Supplied information -
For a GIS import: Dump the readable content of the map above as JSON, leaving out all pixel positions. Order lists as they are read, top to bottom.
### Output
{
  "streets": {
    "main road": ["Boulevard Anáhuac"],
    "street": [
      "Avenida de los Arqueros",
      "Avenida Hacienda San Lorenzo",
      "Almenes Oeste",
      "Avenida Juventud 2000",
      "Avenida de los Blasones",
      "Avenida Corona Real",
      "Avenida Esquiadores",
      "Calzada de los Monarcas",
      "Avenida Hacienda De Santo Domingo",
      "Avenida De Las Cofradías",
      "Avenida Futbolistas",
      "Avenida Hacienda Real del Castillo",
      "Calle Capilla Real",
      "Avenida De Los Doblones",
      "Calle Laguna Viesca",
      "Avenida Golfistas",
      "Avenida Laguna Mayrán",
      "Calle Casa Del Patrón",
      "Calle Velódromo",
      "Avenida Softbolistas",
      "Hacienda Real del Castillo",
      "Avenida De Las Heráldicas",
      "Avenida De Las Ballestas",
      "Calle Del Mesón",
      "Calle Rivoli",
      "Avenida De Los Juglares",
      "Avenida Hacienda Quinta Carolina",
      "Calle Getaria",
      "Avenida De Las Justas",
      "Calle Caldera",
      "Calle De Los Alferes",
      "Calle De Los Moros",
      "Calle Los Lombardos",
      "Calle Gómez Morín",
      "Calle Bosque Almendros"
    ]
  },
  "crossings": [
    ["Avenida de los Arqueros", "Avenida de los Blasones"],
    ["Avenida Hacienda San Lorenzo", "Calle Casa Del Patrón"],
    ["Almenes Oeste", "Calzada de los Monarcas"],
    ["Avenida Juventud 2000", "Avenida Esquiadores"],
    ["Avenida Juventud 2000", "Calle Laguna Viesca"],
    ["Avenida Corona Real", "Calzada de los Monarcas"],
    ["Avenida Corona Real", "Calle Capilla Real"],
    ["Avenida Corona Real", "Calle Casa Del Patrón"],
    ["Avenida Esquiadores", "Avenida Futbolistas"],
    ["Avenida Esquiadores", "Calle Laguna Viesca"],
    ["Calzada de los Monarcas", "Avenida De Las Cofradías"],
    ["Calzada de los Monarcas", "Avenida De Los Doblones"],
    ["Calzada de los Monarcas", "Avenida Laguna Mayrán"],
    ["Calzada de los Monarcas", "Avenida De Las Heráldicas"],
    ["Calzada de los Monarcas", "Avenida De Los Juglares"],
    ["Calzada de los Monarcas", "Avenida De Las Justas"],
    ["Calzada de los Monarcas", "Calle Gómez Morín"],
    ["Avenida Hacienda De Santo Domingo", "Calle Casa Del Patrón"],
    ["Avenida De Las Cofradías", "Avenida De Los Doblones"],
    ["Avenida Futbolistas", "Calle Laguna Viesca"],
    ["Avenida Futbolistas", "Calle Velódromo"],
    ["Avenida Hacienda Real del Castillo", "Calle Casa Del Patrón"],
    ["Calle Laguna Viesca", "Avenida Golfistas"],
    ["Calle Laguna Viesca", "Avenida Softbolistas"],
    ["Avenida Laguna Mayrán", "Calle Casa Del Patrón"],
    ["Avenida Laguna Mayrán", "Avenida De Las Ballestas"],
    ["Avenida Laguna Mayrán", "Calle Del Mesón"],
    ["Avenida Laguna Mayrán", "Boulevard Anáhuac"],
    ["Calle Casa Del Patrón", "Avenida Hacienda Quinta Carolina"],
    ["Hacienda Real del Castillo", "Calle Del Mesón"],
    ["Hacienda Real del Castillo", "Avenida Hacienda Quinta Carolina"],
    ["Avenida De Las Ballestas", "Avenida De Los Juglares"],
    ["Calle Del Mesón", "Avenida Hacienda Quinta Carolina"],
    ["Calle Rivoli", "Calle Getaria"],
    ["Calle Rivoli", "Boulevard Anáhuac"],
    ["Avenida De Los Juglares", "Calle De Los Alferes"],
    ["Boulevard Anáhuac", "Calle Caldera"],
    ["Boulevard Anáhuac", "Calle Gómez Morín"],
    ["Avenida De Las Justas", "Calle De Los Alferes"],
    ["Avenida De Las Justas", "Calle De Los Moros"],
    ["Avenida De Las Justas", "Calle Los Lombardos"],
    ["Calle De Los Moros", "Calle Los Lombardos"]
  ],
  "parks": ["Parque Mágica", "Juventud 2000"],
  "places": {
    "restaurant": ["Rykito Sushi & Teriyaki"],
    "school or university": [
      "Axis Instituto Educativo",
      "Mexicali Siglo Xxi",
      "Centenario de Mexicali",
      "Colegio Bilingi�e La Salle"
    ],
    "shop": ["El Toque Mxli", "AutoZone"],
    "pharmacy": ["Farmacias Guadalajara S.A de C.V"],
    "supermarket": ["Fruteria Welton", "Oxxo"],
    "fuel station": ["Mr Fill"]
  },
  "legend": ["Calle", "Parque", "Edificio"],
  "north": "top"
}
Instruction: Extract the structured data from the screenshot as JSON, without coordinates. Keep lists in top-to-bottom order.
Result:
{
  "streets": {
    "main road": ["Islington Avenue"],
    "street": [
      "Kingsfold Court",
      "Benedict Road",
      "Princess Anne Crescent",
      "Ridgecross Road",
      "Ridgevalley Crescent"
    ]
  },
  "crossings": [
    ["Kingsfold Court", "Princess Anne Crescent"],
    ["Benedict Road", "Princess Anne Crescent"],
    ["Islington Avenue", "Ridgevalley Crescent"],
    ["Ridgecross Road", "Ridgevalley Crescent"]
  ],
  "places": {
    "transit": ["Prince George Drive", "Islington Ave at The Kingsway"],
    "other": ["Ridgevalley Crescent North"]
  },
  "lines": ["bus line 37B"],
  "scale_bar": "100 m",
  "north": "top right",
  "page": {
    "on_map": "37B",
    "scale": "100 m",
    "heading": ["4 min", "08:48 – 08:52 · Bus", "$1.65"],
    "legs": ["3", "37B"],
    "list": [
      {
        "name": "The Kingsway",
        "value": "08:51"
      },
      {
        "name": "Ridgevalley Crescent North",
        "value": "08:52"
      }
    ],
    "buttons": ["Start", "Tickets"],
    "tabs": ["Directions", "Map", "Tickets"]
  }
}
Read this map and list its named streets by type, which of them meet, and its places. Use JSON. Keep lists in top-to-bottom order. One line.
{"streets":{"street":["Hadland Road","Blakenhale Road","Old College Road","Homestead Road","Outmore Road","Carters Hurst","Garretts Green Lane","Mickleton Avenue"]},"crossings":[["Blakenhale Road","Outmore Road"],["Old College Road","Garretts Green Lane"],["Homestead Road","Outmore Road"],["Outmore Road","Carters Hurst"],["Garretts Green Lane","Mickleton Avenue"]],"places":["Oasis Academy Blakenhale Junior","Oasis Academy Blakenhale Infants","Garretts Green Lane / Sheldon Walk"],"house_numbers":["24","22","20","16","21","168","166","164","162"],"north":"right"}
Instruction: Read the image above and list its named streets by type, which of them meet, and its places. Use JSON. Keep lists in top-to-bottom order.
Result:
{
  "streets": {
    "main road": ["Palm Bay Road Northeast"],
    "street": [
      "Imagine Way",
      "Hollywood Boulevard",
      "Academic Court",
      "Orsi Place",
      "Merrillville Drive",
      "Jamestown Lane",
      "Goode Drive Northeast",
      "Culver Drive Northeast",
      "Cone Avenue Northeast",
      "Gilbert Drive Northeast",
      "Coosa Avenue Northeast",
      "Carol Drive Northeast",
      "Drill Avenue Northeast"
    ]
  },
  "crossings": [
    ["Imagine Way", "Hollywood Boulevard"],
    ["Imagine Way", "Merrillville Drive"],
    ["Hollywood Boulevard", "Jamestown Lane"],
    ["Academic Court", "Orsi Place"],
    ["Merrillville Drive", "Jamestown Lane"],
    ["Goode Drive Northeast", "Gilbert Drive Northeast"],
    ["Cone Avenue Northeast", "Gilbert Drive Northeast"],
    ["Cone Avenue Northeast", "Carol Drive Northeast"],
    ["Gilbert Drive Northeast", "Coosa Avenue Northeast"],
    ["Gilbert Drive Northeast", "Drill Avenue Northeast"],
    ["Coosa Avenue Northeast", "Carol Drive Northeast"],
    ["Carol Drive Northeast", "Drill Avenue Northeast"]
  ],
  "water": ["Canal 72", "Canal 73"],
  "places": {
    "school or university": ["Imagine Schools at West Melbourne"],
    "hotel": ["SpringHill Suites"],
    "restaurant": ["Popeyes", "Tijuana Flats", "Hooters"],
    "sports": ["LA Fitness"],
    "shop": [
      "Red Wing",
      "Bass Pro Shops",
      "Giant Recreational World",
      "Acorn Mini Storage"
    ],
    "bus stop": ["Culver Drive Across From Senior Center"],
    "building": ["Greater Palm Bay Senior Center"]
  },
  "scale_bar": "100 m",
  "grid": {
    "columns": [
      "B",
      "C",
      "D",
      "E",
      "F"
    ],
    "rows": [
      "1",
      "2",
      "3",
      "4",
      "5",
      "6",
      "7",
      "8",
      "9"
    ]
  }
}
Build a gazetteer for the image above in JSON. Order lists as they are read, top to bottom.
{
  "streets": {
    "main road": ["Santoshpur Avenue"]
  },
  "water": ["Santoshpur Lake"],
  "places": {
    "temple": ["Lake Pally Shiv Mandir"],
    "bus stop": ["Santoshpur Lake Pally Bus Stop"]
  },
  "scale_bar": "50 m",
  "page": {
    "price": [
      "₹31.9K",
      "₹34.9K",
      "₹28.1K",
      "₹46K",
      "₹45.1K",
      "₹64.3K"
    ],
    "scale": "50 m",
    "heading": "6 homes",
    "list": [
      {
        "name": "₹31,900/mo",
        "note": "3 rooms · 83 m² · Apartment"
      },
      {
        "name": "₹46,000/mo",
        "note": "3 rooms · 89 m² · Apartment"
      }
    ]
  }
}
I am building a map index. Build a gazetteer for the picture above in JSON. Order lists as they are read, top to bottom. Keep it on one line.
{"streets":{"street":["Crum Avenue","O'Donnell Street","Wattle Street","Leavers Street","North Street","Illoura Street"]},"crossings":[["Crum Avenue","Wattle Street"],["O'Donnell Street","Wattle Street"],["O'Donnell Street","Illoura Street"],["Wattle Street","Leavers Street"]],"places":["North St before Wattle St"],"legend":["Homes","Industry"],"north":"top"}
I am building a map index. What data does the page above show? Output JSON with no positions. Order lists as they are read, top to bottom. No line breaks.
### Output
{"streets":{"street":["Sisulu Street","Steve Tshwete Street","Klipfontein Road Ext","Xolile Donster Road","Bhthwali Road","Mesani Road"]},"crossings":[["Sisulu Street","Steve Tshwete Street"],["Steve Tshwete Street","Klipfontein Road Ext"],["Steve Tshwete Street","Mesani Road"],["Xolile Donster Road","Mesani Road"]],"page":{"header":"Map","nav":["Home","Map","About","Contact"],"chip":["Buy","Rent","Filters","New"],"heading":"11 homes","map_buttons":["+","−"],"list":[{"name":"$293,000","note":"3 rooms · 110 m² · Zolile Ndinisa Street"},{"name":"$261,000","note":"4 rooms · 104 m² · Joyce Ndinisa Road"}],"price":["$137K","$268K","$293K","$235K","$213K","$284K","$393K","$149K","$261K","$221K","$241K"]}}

Task instructions -
Copy out the lines of the data where the word "school" can be found.

Exercise result -
    "school or university": [
    "school or university": ["Imagine Schools at West Melbourne"],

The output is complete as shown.